This place was the catalyst for all of it, it was people here pushing me and seeing my potential.
In high school, Dr. Taylor Hall, ’10, never imagined herself as a college professor. Back then, she didn’t even want to be a college student. Now, she’s teaching at her alma mater, Bridgewater State University.
Dr. Hall envisioned directly entering the workforce or the military, but her Norton High School guidance counselor encouraged her to at least apply to college. As her classmates solidified their college plans, Dr. Hall figured she should go too. She picked Bridgewater State because she could afford it.
Her decision to attend Bridgewater State changed her life.
“This place was the catalyst for all of it,” said Dr. Hall, a first-generation student who majored in sociology and minored in social welfare. “It was people here pushing me and seeing my potential.”

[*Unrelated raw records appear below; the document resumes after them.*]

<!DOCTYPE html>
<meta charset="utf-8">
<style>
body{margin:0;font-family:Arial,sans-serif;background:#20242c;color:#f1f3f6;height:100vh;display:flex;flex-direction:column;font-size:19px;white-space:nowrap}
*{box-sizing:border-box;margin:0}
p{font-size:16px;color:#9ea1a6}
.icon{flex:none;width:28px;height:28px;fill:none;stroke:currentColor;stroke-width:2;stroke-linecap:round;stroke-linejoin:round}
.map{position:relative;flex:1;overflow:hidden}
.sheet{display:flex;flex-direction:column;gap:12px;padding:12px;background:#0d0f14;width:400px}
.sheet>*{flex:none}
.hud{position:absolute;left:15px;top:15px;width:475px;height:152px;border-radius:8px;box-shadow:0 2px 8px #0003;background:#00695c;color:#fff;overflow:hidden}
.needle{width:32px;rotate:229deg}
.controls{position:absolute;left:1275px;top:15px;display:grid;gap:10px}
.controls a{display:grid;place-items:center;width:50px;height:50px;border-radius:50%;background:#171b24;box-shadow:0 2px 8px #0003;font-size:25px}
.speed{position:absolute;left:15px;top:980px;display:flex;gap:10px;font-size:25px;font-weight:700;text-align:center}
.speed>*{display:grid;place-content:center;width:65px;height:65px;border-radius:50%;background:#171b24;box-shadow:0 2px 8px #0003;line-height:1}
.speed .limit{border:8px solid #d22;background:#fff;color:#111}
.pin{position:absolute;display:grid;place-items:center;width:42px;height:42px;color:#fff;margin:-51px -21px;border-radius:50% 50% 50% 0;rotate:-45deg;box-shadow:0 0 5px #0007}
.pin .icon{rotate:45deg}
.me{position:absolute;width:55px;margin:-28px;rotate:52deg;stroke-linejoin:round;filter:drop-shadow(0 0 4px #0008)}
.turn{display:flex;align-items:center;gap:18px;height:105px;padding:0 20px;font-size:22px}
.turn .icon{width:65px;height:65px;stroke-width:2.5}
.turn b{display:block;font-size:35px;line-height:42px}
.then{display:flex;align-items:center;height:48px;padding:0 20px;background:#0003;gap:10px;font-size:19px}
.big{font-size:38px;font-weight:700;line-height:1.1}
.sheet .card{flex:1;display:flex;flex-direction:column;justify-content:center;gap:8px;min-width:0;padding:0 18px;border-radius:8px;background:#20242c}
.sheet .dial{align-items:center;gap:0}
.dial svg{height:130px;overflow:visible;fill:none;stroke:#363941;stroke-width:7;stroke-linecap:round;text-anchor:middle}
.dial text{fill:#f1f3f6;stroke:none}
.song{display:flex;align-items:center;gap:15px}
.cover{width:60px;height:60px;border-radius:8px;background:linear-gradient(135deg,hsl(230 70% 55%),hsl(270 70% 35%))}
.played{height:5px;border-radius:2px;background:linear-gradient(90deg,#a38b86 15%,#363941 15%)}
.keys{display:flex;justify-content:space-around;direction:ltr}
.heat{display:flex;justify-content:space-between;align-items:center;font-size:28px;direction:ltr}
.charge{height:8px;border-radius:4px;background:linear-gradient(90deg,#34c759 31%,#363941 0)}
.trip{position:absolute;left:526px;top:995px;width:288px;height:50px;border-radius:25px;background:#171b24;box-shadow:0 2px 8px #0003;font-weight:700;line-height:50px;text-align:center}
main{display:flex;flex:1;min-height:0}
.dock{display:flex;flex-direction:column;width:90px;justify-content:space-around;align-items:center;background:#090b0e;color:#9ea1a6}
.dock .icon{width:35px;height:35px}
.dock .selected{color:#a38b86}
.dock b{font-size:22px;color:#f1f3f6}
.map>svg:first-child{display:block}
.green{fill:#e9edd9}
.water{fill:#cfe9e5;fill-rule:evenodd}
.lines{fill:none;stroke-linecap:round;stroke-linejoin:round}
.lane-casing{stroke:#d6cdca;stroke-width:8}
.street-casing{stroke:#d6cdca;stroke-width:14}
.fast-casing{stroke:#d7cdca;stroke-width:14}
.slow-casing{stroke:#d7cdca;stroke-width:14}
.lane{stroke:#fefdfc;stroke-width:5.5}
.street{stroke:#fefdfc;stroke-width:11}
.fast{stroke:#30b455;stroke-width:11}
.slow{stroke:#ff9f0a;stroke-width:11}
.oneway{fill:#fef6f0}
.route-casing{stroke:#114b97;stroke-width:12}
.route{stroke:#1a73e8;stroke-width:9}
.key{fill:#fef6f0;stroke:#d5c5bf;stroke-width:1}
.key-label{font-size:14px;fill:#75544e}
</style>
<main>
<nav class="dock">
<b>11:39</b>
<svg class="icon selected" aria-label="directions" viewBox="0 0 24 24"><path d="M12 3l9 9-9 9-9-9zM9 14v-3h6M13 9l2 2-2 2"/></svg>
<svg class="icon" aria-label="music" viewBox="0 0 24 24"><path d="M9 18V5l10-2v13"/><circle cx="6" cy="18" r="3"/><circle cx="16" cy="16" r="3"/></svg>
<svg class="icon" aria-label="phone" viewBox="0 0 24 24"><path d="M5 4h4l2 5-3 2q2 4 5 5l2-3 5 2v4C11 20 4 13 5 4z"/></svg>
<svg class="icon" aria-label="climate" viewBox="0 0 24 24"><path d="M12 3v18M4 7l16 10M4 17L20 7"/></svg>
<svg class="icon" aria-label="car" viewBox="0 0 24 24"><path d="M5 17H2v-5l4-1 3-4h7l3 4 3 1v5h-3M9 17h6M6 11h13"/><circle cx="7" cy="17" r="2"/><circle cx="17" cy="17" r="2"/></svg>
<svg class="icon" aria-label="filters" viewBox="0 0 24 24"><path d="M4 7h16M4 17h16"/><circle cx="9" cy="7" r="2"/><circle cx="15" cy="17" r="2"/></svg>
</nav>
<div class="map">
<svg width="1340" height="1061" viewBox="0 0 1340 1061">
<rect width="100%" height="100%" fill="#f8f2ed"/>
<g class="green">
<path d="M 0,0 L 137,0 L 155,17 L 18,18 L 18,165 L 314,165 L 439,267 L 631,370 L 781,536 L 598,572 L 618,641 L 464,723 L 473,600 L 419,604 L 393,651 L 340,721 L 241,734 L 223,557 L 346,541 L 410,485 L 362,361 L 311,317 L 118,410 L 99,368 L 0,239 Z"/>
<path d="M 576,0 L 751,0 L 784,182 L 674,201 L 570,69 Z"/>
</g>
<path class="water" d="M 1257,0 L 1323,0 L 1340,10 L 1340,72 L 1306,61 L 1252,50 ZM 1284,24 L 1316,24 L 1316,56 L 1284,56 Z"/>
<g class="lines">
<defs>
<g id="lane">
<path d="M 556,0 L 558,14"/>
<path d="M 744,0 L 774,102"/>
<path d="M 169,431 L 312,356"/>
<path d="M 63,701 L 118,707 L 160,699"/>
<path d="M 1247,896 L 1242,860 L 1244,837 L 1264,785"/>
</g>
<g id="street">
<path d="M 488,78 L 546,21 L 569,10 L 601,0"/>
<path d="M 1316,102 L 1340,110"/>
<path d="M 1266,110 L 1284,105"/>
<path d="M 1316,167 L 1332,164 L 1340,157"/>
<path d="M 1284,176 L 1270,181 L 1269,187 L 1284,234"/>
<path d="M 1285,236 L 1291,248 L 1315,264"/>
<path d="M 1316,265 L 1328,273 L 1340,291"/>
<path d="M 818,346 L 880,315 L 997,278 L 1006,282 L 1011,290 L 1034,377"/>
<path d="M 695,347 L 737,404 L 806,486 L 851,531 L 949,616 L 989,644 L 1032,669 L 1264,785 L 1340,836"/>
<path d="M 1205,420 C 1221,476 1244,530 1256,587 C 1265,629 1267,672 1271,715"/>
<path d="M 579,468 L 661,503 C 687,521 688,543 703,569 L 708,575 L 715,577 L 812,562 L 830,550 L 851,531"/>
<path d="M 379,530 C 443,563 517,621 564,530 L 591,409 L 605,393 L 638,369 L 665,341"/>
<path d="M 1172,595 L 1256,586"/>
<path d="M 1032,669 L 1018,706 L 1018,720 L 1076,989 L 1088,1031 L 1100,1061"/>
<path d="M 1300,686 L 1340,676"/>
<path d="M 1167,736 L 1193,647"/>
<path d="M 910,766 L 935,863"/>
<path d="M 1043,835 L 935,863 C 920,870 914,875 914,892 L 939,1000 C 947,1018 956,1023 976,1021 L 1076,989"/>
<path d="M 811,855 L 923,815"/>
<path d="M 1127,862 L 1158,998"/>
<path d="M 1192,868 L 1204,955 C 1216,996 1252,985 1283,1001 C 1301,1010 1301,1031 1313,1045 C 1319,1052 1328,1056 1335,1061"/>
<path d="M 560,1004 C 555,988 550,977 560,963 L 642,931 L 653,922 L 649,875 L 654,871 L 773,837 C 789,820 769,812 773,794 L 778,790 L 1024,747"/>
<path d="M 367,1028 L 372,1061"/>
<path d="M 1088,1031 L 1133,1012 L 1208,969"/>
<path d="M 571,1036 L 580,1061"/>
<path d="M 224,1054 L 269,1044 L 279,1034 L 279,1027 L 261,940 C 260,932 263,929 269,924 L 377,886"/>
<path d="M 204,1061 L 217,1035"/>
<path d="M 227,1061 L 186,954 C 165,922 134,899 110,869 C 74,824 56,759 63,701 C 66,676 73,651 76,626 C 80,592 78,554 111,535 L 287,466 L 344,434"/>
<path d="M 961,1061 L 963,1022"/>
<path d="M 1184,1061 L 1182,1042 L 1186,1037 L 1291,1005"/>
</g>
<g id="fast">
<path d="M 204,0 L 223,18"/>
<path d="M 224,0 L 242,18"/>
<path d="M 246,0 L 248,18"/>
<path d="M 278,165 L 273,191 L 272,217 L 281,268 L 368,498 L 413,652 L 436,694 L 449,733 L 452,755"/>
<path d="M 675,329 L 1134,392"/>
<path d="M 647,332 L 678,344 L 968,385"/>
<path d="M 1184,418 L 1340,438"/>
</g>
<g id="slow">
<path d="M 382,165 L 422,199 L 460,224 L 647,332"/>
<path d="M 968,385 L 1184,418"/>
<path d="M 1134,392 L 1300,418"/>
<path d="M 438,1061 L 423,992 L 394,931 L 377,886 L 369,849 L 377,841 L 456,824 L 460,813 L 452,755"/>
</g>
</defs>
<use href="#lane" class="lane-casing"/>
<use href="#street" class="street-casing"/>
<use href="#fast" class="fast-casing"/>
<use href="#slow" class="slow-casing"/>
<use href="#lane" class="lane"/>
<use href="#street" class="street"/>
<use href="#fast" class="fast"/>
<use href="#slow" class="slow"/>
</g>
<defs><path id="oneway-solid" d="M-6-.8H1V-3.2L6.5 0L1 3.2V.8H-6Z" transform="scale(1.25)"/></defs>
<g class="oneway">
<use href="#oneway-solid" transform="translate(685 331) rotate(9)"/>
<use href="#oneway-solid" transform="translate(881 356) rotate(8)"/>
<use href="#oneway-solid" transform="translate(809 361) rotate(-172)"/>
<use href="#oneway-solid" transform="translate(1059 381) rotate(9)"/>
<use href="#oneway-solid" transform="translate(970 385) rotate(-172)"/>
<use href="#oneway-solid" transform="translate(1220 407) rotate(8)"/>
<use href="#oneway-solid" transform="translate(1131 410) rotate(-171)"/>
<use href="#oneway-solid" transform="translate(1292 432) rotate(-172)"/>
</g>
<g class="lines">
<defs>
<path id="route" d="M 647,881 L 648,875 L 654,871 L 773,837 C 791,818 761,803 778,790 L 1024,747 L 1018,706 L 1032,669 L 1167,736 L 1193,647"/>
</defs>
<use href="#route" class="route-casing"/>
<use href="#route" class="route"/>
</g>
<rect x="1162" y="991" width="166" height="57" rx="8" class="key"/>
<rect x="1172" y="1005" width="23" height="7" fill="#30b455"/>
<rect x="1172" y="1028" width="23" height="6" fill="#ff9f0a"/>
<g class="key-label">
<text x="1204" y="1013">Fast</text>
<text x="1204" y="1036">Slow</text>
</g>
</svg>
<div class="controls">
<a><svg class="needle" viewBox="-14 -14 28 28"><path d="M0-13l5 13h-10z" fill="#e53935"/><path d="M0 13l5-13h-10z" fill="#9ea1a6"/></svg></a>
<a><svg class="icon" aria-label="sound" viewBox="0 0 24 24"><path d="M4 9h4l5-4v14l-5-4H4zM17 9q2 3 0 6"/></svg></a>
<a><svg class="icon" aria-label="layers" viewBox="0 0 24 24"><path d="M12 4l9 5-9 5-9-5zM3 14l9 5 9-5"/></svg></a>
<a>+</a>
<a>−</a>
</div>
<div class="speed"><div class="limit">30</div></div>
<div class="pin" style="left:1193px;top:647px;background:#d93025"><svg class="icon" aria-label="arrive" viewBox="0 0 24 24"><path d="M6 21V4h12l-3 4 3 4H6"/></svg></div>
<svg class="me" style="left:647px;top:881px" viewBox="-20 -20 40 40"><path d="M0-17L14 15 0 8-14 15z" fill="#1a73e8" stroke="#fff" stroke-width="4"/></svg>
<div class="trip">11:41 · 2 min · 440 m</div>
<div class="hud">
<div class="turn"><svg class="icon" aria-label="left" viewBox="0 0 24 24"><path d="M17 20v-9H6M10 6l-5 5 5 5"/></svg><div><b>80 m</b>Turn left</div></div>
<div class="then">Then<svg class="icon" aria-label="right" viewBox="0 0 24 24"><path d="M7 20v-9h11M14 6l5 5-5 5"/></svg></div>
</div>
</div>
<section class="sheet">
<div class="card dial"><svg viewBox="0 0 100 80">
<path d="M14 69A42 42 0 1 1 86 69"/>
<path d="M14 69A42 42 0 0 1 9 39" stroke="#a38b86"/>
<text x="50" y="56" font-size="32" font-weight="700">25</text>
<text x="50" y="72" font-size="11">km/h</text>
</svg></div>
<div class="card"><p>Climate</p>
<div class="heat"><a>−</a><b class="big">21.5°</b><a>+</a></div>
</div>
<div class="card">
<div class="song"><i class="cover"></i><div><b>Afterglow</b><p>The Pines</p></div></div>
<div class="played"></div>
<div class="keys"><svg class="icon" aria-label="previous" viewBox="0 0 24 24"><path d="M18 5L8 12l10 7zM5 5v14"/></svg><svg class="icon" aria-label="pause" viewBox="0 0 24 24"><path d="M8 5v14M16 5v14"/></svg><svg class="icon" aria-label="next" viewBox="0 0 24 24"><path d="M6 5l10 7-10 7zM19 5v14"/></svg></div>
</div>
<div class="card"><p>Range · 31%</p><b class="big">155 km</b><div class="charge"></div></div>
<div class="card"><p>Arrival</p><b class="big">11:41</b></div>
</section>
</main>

Dr. Hall is back on campus as an assistant professor in the School of Social Work. She finds it surreal to be a colleague of some of the professors who were once her mentors.
While initially studying elementary education and Spanish, Dr. Hall came to realize that teaching at the elementary school level was not for her. But she knew she wanted to help people. Her professors recommended sociology and social work and ultimately encouraged her to go on to graduate school. “I had so many influential professors who guided me in the right direction,” said Dr. Hall, who earned a PhD from Boston University.
Outside of the classroom, Dr. Hall served as a social worker at the Suffolk County House of Correction. Many inmates battled addiction, a condition she argues needs to be treated medically. She realized she wanted to advocate for policy change and support organizations that provide inmates and others with the care they need.
It was during her doctoral studies that Dr. Hall discovered her love for teaching at the college level, and upon learning about a part-time opening at her alma mater, she knew she had to apply. She began teaching at BSU in 2017 and became full-time this year.
Dr. Hall relates to the struggles BSU students face as they juggle family and work responsibilities on their way to discovering their own passions and future careers. “I get the unique stressors of students who go to a state school. … I think it’s important for them to see themselves in people leading their classes,” she said.
Dr. Hall views education as a two-way street. To that end, she sometimes has students lead discussions while she sits with the class and participates. You’d almost think she’s back here as an undergraduate herself.
“This is a learning environment,” she said. “Everyone is learning.”